Wednesday, March 19, 2008


"The reason Little Jimmy Dickens came to Warrenton, to attend Eddie Matherly's funeral," Leon Rector explained to me, during a telephone interview, "…along with numerous other members of the Grand Ole Opry, was because Eddie Matherly was a D.J. and promoter in the [Fauquier County, Prince William County, Northern Virginia] area."

Rector went on to say, "Eddie Matherly was the reason I got to perform behind…back-up…so many famous musicians who toured through here. He got a lot of work for musicians in this area, even the ones from Nashville. That's why there was such a big crowd, from the Grand Ole Opry, at Eddie's funeral."

Local radio history contributed by Terry Kleger of Salisbury. 

Newspaper Ad Source;


Anonymous said...

Gosh, I remember Eddie! When WDVM started they were in a little cinder block building in the field behind where Choppy Layton now lives. I think they went through some hard financial times, maybe even went off the air for a bit.
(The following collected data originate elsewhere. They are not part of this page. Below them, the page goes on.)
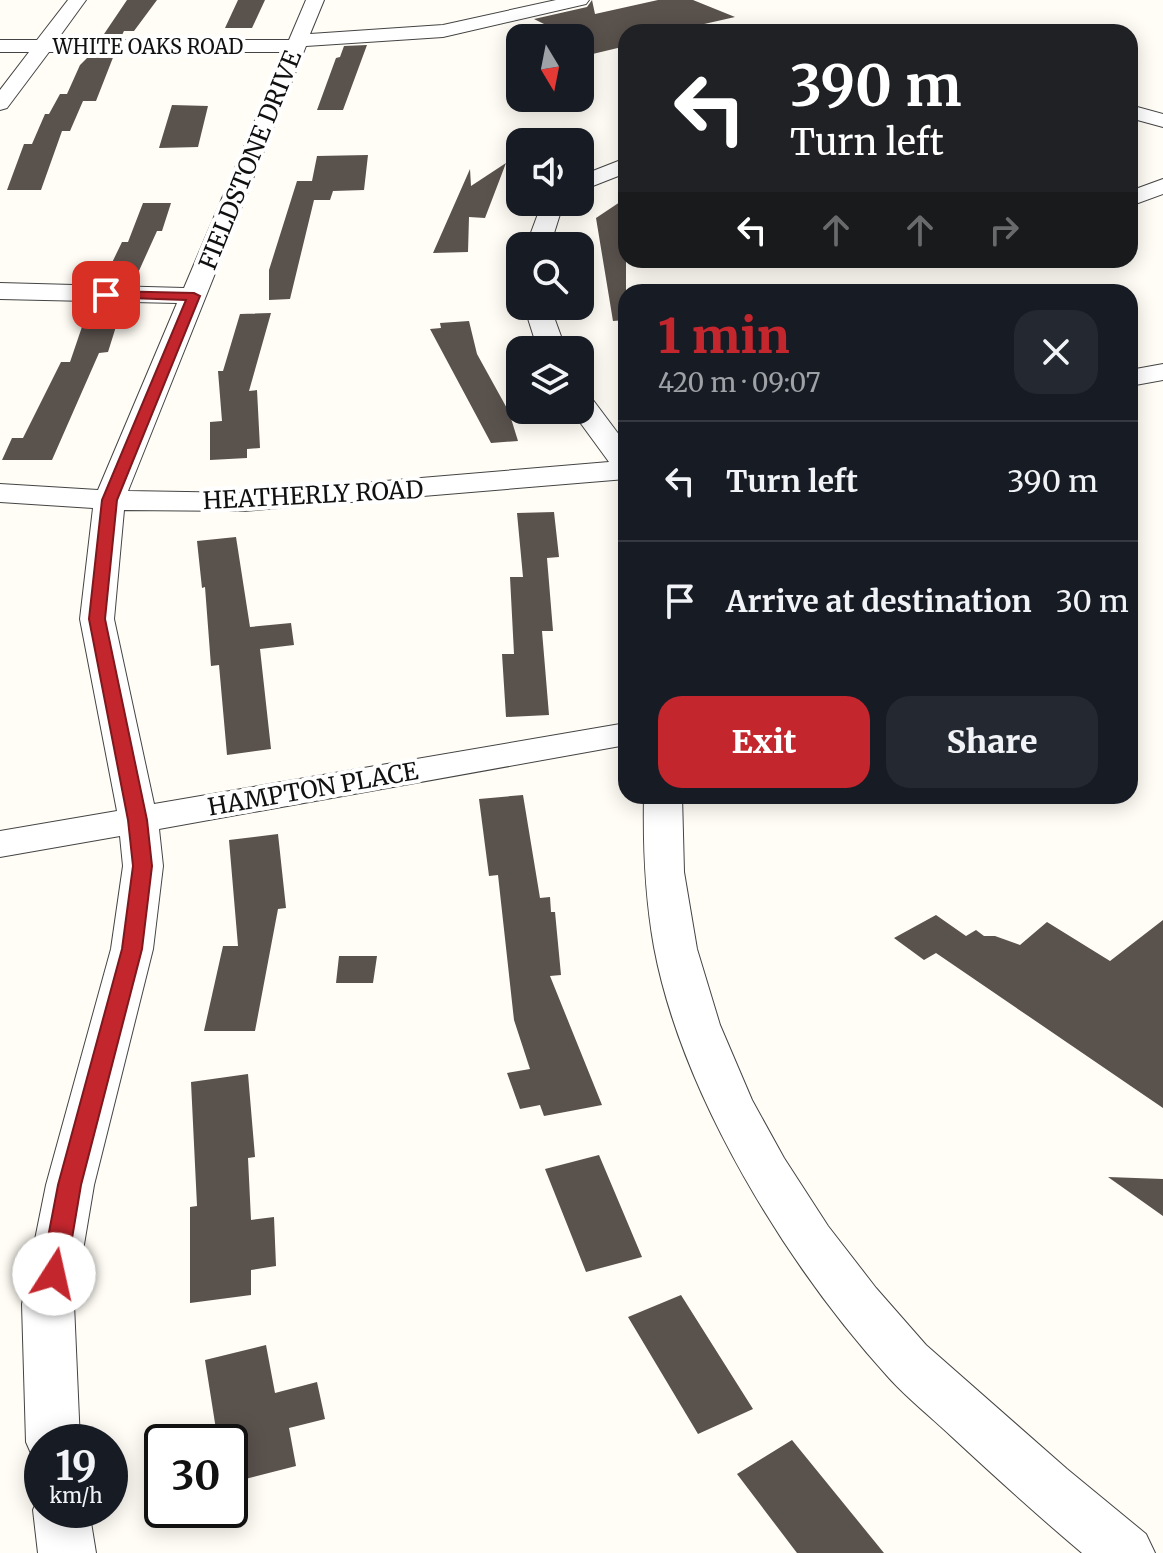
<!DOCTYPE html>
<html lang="en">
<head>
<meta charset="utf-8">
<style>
  body { margin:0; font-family:Merriweather,serif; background:#242831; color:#f1f3f6; height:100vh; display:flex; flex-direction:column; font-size:30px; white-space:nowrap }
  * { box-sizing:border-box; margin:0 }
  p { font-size:26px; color:#9ea1a6 }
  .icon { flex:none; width:44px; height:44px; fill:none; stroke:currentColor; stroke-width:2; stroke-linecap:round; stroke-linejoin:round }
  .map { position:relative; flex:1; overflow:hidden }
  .side { position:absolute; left:618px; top:284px; width:520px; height:520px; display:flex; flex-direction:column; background:#171b24; border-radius:24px; box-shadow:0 4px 20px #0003 }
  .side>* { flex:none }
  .guide { position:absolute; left:618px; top:24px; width:520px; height:244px; border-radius:24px; box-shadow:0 4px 20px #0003; background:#202124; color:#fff; overflow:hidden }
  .needle { width:52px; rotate:170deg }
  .buttons { position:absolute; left:506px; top:24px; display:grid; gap:16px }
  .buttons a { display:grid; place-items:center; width:88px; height:88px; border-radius:16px; background:#171b24; box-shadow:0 4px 20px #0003; font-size:40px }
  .speed { position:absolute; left:24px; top:1424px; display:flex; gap:16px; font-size:40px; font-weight:700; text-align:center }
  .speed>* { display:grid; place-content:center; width:104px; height:104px; border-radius:50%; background:#171b24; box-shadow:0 4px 20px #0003; line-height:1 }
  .speed small { font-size:20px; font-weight:400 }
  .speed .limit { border:4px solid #111; border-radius:12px; background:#fff; color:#111 }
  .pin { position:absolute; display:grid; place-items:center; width:68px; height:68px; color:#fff; margin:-34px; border-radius:16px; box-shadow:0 4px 12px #0006 }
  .me { position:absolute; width:88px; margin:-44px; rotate:10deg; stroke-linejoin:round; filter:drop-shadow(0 0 6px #0008) }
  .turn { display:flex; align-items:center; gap:28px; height:168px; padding:0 40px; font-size:36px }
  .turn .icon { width:104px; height:104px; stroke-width:2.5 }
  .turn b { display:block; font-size:56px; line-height:68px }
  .lanes { display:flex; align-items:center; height:76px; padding:0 40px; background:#0003; justify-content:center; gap:40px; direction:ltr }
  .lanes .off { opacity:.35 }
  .round { display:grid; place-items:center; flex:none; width:84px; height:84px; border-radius:24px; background:#242831 }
  .overview { display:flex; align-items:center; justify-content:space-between; height:136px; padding:0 40px }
  h1 { font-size:48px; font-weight:800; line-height:60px; color:#c4262e }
  .action { display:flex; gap:16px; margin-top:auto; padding:16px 40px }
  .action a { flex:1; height:92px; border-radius:24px; background:#c4262e; color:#fff; font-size:32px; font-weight:800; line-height:92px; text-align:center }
  .action a+a { background:#242831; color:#f1f3f6 }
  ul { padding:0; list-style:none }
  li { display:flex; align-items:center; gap:24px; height:120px; padding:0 40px; border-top:2px solid #363941 }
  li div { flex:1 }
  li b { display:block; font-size:30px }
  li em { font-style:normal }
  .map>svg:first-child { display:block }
</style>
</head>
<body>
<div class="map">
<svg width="1163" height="1553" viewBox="0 0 1163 1553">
  <rect width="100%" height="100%" fill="#fffdf5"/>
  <path fill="#5a524d" d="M 127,0 L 157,0 L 134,31 L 124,31 L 121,37 L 102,37 Z
    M 238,0 L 265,0 L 252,28 L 225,28 Z
    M 592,0 L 595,14 L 658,0 L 693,0 L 735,17 L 669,32 L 626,32 L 626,46 L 580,57 L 580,38 L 534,38 L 533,28 L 546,25 L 534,19 L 587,7 Z
    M 367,45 L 343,110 L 317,110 L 336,58 L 340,57 L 344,46 Z
    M 90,55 L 114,55 L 96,101 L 83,101 L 70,131 L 62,131 L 41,190 L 7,190 L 24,144 L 32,144 L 45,114 L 49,114 L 60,94 L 67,94 L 80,65 Z
    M 172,105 L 208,106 L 198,147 L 159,148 Z
    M 368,155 L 364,190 L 333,191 L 330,200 L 314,200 L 290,299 L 269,300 L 269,270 L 297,181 L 312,181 L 317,156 Z
    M 506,163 L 485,218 L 469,217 L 468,252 L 433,253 L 470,169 L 471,186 Z
    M 626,198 L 626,320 L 613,321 L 596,218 Z
    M 143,203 L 171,203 L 162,231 L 157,231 L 133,284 L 118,283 L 113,281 L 117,273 L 107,273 L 122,242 L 128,242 Z
    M 271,313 L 249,391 L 257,390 L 260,448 L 247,449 L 247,458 L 210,460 L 210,422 L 222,421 L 218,371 L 223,371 L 240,314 Z
    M 119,317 L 108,352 L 99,353 L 52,460 L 2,460 L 12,438 L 23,438 L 61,362 L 70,362 L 85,318 Z
    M 469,321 L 477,354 L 509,412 L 518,441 L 491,443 L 430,329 L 441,328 L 440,323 Z
    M 554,512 L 559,557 L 547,558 L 553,631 L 542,631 L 549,715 L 506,717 L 502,654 L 514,654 L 510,577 L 523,577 L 517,513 Z
    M 236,537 L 250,627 L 291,623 L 294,645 L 260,649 L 271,749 L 227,755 L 219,665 L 211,666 L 205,587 L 202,588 L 197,541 Z
    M 523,795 L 540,898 L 550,897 L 551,912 L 555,912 L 561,975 L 550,976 L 602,1105 L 544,1116 L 540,1105 L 520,1109 L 507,1073 L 530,1069 L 514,1020 L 498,875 L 489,876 L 479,799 Z
    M 278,834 L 286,908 L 278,909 L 255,1031 L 204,1031 L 223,946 L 238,946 L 229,840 Z
    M 936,915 L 966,936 L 976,930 L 984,936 L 995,936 L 1020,945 L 1047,922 L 1110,961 L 1163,920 L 1163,1108 L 936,953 L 924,960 L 894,938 Z
    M 339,956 L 377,956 L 373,983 L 336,983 Z
    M 248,1074 L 255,1157 L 248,1158 L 251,1220 L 274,1217 L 276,1266 L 251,1270 L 251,1295 L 190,1303 L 190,1207 L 197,1206 L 191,1082 Z
    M 599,1155 L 642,1257 L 586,1272 L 545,1169 Z
    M 1108,1177 L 1163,1179 L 1163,1216 Z
    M 681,1295 L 753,1409 L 698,1434 L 628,1317 Z
    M 266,1345 L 275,1393 L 317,1382 L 325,1419 L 289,1428 L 296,1466 L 230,1483 L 230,1442 L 218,1442 L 205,1360 Z
    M 792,1440 L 884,1553 L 797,1553 L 737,1474 Z"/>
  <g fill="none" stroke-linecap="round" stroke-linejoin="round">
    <defs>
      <path id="minor" d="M 68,0 L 86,0 L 57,40 L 289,40 L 306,0 L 324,0 L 310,34 L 443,25 L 556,0 L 589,0 L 586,4 L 443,37 L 306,46 L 128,491 L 243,493 L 609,462 L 571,410 L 580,410 L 580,393 L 590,396 L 626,444 L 626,479 L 243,511 L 124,510 L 114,619 L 154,804 L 626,723 L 626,745 L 159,829 L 163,866 L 153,949 L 94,1185 L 74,1304 L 80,1442 L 42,1442 L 42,1463 L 34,1460 L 26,1442 L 22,1304 L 46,1185 L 111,949 L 123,866 L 120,836 L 0,857 L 0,831 L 117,811 L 80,619 L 93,508 L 0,502 L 0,484 L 98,490 L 177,303 L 0,299 L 0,283 L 184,288 L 284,52 L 49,52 L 7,108 L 0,110 L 0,90 L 29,52 L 0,52 L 0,40 L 37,40 Z
        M 1130,105 L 1163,114 L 1163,127 L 1130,118 Z
        M 626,158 L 626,173 L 580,191 L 580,176 Z
        M 1163,179 L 1163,194 L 1130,206 L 1130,191 Z
        M 570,202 L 561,211 L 550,246 L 526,246 L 542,203 Z
        M 524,306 L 550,306 L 566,350 L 538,350 Z
        M 1163,364 L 1163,380 L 1130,386 L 1130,370 Z
        M 644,796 L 682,796 L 684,872 L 697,949 L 720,1025 L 752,1100 L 784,1158 L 828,1226 L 876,1288 L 926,1345 L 1067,1469 L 1146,1534 L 1155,1553 L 1082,1553 C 1037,1515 994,1476 951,1436 C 931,1417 908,1399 889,1378 C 788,1267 682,1096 654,947 C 645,896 643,847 644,796 Z
        M 41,1491 L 42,1510 L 89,1510 L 96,1553 L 38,1553 L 33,1510 Z"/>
    </defs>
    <use href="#minor" stroke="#444" stroke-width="2"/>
    <use href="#minor" fill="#fff" fill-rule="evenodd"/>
  </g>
  <path fill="#c4262e" stroke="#7f191e" stroke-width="2" d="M 106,291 L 194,293 L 200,296 L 117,500 L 105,619 L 147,820 L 152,866 L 142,949 L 81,1185 L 66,1274 L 62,1281 L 54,1284 L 45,1281 L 41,1274 L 58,1185 L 122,949 L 133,866 L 128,820 L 89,619 L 102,500 L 186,300 L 101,297 L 99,295 Z"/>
  <g text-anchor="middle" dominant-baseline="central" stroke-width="8" stroke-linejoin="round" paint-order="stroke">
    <g font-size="20" fill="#111" stroke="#fff">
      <text x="148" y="46">WHITE OAKS ROAD</text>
    </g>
    <g font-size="24" fill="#111" stroke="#fff">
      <text transform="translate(250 160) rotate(-68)">FIELDSTONE DRIVE</text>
      <text transform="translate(313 495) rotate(-3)">HEATHERLY ROAD</text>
      <text transform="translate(313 789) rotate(-10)">HAMPTON PLACE</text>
    </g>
  </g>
</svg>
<div class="buttons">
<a><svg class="needle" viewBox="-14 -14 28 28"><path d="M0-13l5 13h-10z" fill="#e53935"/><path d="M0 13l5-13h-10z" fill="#9ea1a6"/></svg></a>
<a><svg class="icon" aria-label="sound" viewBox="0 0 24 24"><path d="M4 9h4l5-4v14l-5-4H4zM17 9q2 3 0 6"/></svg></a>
<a><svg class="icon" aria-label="search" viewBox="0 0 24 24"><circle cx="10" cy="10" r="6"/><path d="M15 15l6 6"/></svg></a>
<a><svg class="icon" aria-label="layers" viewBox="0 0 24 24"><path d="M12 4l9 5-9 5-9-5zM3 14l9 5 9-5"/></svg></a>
</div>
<div class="speed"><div>19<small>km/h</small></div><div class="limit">30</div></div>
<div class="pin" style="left:106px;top:295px;background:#d93025"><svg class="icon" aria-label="arrive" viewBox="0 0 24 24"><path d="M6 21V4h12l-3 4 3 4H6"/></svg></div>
<svg class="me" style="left:54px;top:1274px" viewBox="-20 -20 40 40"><circle r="19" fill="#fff"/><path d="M0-13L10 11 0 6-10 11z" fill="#c4262e"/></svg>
<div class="guide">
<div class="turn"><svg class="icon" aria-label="left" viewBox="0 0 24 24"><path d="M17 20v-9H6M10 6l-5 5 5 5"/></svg><div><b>390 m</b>Turn left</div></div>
<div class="lanes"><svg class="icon" aria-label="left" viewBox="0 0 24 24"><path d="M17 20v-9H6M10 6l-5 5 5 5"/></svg><svg class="icon off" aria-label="ahead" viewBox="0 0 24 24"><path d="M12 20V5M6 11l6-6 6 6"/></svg><svg class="icon off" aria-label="ahead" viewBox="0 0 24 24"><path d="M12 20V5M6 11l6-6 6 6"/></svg><svg class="icon off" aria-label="right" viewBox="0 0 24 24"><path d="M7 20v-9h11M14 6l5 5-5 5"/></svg></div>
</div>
<section class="side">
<div class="overview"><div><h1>1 min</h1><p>420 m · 09:07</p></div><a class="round"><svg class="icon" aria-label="close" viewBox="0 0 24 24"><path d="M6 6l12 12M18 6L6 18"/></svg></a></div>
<ul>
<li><svg class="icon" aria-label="left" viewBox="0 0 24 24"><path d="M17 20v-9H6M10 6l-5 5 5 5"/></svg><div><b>Turn left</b></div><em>390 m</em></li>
<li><svg class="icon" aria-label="arrive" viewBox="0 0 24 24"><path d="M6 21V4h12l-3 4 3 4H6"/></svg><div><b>Arrive at destination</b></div><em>30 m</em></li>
</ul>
<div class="action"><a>Exit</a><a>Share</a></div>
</section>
</div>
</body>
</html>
Anyway, they moved to the current location in the late '50s and eventually changed their call sign to WDMV. Then began the era of Choppy Layton and Wayne Powell; I think George Hack, formerly of WBOC, even worked there for a while. And of course the infamous Johnny Walker of the spy family. He was either the father or uncle of the Navy petty officer of the same name who was arrested for spying for the Russians.

jmmb said...

Johnny Walker also sold advertising for the radio station. He was the father of the Navy petty officer that spied for the Russians. I remember Mr. Walker very well. He also had a very special daughter. Quite a personable man and well liked back in the day.

Anonymous said...

B. W. Donahoe Furniture was at the south end of Princess Anne and their slogan was "A little out of the way, a whole lot less to pay." Clifton Cannon Ford had a lot at the intersection of 13 & 113 way back then. They were eventually sold to Bill Miller and Carlton Massey and became Miller-Massey Ford. Bill Miller moved to Ocean City and it became Carlton Massey Ford.

Anonymous said...

More great comments about memories of Pocomoke and the area.